▸ **TASK TO CARRY OUT**: The word "xChannelSelector" marks the lines to keep; find each one in the data and copy it.

Stored data entries:
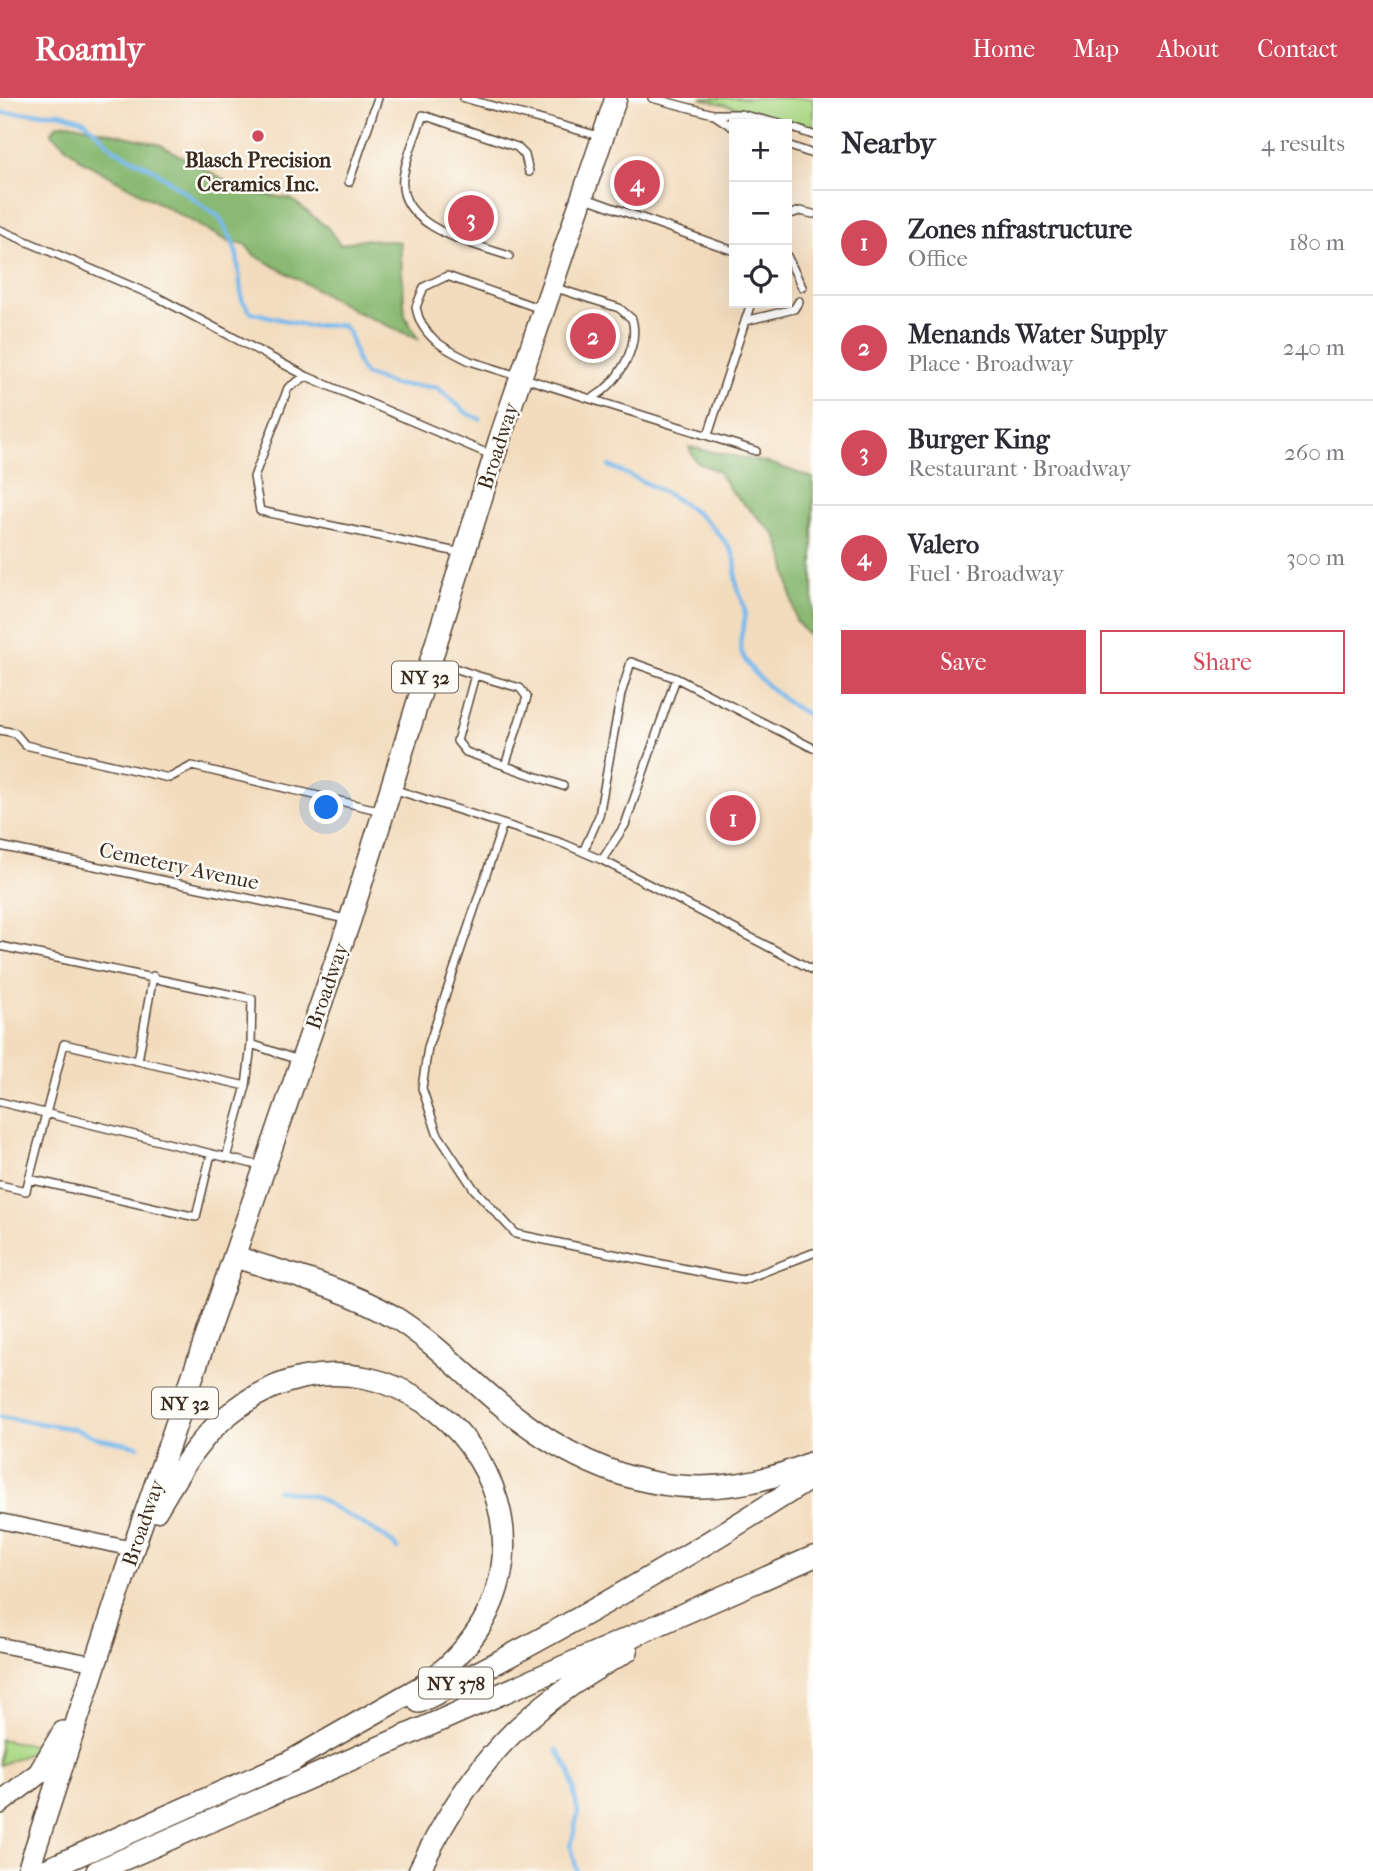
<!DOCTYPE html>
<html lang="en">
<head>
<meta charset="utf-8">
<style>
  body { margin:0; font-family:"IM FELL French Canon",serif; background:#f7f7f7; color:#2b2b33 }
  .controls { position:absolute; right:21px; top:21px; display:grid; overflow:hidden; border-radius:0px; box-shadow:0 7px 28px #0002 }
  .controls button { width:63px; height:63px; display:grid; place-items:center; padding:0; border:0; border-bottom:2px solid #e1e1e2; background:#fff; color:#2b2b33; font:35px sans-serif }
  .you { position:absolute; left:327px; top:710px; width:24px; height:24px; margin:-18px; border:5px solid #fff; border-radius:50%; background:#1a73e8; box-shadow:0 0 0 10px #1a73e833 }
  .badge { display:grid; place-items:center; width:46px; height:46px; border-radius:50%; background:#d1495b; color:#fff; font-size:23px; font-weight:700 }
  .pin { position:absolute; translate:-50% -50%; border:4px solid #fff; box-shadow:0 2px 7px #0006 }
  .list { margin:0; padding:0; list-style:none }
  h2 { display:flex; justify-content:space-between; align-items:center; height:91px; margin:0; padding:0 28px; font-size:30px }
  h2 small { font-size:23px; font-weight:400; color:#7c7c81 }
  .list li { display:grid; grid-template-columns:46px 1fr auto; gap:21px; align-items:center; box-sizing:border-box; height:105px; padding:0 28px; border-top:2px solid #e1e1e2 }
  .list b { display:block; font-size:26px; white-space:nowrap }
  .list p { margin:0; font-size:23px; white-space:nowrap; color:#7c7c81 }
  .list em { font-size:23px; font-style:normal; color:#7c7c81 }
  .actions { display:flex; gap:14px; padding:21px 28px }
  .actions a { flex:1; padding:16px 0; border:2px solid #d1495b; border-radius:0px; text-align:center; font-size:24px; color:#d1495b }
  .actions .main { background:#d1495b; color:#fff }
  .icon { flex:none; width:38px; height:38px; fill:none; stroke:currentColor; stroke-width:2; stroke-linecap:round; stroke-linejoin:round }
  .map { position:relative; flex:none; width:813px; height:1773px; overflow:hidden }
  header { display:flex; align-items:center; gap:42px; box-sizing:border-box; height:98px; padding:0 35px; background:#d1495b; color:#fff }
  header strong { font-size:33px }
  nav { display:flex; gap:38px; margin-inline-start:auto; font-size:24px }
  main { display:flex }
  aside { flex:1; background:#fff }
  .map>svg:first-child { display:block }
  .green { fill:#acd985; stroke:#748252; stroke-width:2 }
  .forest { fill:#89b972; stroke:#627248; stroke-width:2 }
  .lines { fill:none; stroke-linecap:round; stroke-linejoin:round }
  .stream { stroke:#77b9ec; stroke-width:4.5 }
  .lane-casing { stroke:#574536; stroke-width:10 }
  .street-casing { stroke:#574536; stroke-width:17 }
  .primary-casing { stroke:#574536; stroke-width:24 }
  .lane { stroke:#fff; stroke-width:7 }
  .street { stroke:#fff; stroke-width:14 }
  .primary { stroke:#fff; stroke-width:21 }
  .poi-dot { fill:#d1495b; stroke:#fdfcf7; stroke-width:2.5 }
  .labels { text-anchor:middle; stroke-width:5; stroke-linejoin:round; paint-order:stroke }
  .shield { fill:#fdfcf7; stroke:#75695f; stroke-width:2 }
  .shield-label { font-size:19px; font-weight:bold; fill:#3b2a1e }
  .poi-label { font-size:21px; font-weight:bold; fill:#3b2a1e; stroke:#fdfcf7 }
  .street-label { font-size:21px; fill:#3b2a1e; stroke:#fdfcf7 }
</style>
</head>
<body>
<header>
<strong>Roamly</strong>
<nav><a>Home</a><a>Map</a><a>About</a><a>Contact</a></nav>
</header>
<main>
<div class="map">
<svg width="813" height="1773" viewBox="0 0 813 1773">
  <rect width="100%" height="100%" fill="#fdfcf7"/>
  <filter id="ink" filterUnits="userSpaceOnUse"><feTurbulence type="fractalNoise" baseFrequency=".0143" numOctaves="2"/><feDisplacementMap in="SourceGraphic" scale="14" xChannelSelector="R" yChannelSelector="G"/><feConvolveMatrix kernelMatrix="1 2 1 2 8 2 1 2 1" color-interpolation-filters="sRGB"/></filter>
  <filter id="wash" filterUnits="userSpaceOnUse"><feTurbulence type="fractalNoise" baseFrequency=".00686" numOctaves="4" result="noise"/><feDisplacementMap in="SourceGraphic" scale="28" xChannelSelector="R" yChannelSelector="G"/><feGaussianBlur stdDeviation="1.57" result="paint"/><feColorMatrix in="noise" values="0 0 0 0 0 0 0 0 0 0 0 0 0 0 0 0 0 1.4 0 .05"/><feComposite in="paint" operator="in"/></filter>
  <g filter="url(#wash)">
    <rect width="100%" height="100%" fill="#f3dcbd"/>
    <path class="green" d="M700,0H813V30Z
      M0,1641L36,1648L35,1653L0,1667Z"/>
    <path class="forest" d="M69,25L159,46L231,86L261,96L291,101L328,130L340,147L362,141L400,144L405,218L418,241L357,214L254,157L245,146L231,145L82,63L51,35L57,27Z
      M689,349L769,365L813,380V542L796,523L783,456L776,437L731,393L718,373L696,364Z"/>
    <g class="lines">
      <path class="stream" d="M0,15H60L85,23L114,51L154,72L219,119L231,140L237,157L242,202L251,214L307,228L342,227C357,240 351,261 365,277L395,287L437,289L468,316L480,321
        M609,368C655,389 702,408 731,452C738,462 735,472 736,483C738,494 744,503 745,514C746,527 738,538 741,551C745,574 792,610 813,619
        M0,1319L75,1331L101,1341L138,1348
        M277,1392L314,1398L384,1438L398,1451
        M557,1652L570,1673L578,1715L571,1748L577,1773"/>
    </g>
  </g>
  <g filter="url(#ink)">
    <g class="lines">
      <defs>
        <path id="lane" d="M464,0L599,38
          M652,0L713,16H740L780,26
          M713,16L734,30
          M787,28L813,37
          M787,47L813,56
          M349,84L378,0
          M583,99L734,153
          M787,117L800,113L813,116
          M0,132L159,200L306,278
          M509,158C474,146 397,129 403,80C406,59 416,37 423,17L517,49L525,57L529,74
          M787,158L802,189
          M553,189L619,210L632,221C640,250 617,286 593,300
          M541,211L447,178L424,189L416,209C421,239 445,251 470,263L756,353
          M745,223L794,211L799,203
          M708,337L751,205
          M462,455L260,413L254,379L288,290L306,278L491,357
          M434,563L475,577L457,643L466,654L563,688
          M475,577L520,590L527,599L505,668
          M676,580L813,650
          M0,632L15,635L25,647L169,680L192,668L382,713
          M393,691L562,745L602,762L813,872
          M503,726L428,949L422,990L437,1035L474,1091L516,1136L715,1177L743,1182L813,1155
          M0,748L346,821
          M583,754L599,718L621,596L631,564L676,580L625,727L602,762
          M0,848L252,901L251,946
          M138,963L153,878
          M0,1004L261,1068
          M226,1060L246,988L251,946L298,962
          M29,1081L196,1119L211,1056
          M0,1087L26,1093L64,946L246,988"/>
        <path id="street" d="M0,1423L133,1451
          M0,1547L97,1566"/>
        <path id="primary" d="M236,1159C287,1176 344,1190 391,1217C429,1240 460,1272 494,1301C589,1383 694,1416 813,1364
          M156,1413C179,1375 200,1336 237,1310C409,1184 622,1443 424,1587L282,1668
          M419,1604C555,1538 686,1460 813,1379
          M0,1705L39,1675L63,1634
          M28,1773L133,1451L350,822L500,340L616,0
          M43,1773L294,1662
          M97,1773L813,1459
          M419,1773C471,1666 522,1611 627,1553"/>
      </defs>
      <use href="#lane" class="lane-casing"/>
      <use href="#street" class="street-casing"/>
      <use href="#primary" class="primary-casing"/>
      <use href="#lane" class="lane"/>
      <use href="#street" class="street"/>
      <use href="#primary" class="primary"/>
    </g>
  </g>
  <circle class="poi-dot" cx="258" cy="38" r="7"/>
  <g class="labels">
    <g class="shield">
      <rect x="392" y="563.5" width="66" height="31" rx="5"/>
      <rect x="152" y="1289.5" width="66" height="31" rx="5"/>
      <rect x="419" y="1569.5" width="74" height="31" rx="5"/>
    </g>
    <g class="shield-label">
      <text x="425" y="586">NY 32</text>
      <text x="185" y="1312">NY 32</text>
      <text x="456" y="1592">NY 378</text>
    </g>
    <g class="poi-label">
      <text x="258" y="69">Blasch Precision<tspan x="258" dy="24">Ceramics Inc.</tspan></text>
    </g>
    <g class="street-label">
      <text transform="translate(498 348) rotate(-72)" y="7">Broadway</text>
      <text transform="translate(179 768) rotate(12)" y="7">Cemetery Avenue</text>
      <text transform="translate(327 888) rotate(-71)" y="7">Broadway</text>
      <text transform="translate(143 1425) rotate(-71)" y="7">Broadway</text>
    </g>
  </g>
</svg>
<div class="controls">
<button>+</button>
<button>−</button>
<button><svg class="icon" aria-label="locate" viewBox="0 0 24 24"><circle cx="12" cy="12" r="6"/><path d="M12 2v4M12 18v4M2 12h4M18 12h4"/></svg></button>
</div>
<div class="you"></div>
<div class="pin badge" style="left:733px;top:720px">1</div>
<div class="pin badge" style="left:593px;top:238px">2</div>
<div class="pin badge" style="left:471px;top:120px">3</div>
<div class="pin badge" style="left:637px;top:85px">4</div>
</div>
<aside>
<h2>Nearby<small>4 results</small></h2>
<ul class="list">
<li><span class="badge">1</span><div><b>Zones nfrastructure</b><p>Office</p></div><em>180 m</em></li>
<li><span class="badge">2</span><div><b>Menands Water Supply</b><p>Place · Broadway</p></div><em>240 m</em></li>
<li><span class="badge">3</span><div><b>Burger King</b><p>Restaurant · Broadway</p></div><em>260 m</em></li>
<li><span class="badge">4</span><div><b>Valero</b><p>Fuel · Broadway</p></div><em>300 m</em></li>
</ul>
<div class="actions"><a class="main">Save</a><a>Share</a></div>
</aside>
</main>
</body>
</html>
...
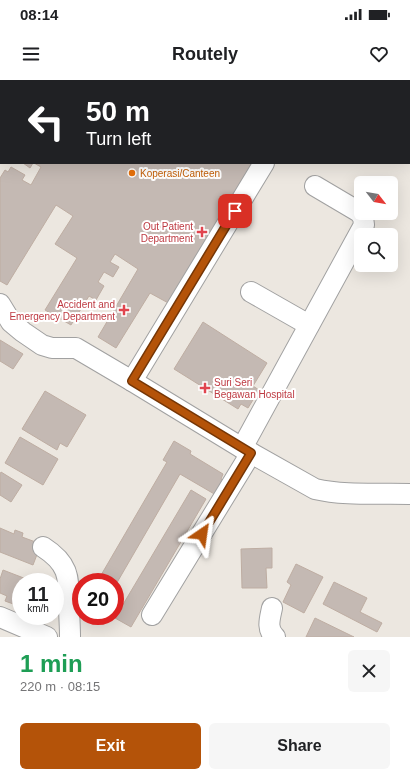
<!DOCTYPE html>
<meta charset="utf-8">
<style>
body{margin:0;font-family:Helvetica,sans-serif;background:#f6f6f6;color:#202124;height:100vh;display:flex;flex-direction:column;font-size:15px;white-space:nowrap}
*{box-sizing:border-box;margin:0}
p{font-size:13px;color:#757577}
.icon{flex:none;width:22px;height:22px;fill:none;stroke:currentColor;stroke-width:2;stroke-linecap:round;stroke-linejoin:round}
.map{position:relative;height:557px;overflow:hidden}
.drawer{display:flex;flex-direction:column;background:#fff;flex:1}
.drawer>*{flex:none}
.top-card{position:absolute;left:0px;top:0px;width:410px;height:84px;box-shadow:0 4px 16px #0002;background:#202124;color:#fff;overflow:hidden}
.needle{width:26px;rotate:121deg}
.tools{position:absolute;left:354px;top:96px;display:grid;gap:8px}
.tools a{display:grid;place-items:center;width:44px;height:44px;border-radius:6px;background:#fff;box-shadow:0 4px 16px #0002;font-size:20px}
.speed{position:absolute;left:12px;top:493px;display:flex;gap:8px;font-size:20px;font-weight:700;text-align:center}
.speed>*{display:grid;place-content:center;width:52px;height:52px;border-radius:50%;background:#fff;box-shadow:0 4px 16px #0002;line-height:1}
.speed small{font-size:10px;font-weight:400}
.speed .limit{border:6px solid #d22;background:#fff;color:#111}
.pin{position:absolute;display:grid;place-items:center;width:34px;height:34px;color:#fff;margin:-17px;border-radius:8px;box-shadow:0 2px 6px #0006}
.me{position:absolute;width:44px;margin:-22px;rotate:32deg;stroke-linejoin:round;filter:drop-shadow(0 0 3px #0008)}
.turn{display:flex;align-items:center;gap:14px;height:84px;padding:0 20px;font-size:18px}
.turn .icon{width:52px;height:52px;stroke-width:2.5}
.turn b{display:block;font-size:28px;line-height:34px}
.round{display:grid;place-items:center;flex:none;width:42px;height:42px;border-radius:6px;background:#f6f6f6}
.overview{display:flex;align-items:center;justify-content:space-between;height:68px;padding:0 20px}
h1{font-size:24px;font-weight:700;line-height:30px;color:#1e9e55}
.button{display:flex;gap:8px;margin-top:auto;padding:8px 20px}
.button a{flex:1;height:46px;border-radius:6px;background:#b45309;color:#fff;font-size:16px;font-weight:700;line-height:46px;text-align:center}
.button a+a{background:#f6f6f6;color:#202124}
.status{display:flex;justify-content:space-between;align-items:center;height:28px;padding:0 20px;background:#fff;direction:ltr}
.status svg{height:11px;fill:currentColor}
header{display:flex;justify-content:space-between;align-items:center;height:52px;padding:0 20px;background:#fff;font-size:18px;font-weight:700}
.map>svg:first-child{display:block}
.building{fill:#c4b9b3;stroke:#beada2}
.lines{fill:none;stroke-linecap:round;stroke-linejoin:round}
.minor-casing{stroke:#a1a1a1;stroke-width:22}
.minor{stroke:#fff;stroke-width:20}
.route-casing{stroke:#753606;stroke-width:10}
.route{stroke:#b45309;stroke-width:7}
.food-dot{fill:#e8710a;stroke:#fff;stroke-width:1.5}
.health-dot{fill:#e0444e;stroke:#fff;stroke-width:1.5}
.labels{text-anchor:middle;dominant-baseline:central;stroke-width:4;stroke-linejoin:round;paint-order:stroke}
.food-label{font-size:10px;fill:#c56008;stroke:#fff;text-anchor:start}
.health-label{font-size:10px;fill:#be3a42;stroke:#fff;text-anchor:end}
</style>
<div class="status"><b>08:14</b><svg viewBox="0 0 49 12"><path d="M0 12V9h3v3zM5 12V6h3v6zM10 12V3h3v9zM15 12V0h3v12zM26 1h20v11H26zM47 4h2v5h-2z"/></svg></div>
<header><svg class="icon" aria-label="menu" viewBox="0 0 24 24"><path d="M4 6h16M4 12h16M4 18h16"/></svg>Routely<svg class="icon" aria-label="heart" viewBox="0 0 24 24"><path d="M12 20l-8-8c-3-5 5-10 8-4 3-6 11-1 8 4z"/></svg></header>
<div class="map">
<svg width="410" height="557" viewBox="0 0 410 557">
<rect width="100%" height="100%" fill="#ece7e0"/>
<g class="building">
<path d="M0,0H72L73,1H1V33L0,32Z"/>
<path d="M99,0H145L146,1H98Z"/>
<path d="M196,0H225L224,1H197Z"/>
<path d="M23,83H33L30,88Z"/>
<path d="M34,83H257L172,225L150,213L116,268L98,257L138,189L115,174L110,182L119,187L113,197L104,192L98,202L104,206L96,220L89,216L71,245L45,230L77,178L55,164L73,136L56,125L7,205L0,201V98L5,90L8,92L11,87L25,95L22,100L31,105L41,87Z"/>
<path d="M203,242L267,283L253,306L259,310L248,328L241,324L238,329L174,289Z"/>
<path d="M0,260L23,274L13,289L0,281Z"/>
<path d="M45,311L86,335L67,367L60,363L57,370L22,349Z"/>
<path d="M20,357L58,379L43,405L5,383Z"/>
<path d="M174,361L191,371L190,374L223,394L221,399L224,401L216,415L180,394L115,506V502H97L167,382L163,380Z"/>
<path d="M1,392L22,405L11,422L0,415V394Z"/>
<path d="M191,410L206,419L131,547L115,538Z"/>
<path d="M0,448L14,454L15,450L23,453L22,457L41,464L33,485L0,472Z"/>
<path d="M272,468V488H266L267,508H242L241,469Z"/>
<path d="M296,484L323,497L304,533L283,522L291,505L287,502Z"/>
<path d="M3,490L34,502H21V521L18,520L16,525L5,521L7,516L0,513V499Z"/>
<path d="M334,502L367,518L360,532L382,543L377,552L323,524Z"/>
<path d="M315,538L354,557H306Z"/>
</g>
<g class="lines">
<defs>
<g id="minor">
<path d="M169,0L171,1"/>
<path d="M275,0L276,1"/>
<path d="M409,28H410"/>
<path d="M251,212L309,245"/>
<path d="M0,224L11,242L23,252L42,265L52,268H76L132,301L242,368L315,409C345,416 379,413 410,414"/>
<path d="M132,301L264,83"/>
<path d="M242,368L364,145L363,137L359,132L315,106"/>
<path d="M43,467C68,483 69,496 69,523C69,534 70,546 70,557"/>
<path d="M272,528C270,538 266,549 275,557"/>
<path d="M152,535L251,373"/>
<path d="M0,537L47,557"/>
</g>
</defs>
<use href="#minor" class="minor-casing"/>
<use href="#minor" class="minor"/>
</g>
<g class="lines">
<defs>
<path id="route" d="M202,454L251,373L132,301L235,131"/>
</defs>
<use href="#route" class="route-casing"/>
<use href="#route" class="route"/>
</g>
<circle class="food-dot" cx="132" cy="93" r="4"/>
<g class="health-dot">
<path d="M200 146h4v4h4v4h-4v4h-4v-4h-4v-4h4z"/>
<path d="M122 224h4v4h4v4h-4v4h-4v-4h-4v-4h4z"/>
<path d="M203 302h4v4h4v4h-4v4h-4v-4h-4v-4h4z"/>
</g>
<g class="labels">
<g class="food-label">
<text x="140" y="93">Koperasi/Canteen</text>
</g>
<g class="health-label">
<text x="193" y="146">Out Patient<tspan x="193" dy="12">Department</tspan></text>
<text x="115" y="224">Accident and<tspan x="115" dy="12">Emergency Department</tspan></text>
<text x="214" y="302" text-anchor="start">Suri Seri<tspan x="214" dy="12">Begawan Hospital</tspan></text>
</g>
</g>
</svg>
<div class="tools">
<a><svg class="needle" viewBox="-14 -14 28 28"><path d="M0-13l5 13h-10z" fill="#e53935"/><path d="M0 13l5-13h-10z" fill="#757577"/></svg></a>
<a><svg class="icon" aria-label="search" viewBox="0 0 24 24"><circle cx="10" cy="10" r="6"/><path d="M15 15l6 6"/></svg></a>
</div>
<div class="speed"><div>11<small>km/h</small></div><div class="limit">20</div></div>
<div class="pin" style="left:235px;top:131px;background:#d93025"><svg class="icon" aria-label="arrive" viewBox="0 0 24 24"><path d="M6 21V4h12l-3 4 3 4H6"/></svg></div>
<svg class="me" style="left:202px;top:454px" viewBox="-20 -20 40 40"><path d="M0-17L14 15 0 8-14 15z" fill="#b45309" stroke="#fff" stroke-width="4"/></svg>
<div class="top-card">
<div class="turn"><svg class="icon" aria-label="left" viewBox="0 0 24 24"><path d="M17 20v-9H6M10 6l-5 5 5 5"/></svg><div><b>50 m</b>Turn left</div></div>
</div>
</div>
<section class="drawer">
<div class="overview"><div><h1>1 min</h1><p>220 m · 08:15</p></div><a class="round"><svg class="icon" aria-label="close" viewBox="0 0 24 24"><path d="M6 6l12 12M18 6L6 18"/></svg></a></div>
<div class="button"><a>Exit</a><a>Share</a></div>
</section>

▸ **PROBLEM SOLUTION**:
  <filter id="ink" filterUnits="userSpaceOnUse"><feTurbulence type="fractalNoise" baseFrequency=".0143" numOctaves="2"/><feDisplacementMap in="SourceGraphic" scale="14" xChannelSelector="R" yChannelSelector="G"/><feConvolveMatrix kernelMatrix="1 2 1 2 8 2 1 2 1" color-interpolation-filters="sRGB"/></filter>
  <filter id="wash" filterUnits="userSpaceOnUse"><feTurbulence type="fractalNoise" baseFrequency=".00686" numOctaves="4" result="noise"/><feDisplacementMap in="SourceGraphic" scale="28" xChannelSelector="R" yChannelSelector="G"/><feGaussianBlur stdDeviation="1.57" result="paint"/><feColorMatrix in="noise" values="0 0 0 0 0 0 0 0 0 0 0 0 0 0 0 0 0 1.4 0 .05"/><feComposite in="paint" operator="in"/></filter>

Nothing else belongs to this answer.